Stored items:
——————
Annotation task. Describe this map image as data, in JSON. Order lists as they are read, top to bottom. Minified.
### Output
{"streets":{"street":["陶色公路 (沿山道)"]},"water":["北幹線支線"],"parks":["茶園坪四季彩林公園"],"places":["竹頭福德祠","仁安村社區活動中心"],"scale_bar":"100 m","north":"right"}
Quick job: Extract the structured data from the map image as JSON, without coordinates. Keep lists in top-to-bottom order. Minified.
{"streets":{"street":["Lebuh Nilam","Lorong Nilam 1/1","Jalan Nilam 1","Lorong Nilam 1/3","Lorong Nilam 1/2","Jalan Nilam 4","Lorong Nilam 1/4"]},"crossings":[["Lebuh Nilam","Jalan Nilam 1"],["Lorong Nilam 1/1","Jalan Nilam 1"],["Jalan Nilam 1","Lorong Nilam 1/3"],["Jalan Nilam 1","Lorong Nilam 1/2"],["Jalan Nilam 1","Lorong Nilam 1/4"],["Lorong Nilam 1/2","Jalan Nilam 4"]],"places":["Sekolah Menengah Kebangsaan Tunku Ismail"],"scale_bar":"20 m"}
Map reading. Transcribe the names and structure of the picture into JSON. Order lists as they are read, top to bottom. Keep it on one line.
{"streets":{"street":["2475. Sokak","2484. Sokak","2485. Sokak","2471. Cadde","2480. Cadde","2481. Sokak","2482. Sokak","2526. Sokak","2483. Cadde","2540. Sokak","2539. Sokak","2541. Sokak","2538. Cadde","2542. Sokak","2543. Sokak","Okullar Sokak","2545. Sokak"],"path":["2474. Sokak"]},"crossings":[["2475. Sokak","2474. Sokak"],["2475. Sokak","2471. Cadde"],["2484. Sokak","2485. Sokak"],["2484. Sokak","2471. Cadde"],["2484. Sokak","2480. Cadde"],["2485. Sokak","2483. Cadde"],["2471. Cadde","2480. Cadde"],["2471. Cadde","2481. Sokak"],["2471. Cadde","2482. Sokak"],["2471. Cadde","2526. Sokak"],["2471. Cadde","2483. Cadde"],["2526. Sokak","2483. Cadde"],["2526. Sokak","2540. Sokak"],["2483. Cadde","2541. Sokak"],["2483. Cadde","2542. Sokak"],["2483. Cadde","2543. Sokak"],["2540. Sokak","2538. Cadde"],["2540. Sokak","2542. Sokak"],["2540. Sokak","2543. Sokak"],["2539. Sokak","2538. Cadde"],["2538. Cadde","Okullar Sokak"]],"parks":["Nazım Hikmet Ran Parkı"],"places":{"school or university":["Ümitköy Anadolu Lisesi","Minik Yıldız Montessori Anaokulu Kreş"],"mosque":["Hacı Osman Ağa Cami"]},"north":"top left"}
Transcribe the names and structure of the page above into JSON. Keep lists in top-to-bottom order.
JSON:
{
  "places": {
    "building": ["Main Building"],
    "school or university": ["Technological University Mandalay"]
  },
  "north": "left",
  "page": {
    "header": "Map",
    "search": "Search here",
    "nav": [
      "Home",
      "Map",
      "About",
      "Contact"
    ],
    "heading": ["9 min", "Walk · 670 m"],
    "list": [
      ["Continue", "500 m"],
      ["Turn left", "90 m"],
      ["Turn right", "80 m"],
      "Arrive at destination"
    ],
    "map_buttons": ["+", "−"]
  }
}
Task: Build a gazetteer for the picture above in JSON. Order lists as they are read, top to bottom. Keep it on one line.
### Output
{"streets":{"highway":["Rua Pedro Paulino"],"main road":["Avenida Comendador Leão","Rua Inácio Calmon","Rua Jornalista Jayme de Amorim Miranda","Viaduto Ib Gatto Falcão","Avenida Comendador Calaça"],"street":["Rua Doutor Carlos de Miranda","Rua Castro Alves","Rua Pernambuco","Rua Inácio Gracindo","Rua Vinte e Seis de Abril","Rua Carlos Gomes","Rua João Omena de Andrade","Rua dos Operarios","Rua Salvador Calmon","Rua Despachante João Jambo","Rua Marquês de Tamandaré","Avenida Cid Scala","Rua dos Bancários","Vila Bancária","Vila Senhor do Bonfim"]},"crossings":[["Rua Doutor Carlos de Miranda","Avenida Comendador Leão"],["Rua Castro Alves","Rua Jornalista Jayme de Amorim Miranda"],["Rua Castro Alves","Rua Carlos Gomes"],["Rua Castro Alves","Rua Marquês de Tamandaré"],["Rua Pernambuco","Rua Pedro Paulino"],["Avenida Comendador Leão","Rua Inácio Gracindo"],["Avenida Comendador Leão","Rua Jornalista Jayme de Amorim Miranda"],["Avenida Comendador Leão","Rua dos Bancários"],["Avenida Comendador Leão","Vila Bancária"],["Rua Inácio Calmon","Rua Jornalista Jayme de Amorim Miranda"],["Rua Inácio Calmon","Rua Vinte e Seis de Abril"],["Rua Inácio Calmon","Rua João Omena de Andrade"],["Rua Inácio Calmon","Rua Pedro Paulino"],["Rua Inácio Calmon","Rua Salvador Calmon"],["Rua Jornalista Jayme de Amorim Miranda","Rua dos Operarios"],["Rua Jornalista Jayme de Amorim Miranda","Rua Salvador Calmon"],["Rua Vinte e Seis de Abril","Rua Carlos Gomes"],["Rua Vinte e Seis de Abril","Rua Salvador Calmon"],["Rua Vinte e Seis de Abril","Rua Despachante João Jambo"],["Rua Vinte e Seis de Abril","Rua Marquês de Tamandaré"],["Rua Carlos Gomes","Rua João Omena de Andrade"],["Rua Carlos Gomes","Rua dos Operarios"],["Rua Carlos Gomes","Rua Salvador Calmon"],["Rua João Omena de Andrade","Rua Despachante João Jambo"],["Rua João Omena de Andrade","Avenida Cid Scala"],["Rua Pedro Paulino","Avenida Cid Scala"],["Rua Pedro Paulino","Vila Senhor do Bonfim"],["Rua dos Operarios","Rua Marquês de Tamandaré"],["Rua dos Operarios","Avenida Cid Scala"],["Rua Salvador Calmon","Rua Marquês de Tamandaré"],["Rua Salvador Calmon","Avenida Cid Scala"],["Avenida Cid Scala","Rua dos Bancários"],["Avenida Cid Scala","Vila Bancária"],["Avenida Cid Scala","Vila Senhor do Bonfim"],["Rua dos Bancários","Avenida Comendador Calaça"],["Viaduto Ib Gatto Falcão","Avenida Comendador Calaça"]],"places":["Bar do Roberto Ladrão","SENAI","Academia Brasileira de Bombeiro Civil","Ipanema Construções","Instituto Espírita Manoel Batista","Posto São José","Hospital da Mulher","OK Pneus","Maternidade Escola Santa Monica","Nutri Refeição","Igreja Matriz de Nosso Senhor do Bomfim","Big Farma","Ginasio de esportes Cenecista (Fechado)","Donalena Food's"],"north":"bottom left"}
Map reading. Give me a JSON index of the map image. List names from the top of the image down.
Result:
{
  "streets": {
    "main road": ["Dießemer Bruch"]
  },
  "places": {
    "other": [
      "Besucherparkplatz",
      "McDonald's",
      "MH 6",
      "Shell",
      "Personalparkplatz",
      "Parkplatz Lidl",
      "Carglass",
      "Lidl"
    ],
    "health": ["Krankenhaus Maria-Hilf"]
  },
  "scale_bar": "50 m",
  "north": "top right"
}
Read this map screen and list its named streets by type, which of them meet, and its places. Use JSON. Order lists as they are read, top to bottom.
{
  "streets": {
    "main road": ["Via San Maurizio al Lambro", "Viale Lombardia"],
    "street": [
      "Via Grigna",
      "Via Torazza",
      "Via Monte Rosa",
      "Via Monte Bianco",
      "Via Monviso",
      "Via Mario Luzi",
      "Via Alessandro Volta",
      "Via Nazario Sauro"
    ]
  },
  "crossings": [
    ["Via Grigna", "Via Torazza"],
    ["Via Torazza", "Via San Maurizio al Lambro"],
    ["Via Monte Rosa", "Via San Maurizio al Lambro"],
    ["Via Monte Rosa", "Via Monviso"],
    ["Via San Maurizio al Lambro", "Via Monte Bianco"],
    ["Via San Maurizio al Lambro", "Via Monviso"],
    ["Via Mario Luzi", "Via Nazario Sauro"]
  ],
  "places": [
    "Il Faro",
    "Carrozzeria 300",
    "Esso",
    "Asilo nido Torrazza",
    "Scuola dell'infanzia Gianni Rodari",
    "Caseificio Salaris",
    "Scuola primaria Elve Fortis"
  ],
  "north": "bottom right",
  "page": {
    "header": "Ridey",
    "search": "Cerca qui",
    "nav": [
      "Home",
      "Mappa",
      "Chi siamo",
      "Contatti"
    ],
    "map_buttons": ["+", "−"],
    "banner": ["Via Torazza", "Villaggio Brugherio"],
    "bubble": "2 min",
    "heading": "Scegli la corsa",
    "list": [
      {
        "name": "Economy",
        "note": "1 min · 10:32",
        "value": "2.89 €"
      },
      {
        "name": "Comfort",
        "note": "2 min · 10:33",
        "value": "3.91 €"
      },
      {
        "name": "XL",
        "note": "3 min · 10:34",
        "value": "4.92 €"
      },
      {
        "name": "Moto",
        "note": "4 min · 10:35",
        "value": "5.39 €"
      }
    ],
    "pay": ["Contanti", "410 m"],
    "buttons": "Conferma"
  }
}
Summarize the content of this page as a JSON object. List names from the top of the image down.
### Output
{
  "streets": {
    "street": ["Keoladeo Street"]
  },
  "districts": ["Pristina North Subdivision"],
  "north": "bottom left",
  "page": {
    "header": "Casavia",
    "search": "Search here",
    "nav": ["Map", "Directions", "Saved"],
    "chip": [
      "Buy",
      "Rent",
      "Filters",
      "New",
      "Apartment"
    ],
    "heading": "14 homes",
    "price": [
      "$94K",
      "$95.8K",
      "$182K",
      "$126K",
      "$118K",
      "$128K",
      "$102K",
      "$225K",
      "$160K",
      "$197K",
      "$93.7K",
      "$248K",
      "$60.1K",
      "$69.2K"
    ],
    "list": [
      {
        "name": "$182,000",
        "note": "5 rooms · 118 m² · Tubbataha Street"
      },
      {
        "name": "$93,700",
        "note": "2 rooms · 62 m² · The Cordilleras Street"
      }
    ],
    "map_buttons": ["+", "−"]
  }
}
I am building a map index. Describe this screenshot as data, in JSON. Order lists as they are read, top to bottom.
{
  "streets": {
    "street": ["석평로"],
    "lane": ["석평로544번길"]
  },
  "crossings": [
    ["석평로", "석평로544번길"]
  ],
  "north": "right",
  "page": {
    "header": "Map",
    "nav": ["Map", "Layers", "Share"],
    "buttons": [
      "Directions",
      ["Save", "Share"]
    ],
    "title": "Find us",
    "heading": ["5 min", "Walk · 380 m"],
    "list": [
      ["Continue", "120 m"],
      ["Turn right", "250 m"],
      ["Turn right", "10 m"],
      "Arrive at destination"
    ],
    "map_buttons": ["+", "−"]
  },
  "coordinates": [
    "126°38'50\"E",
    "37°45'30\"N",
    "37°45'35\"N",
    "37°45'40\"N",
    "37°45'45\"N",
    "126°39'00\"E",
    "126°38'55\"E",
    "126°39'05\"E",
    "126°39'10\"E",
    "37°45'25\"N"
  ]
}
——————
(What you need to do): Every line in the data above that contains the word "Torazza" counts; report how many there are and nothing more.

(Solved exercise): 4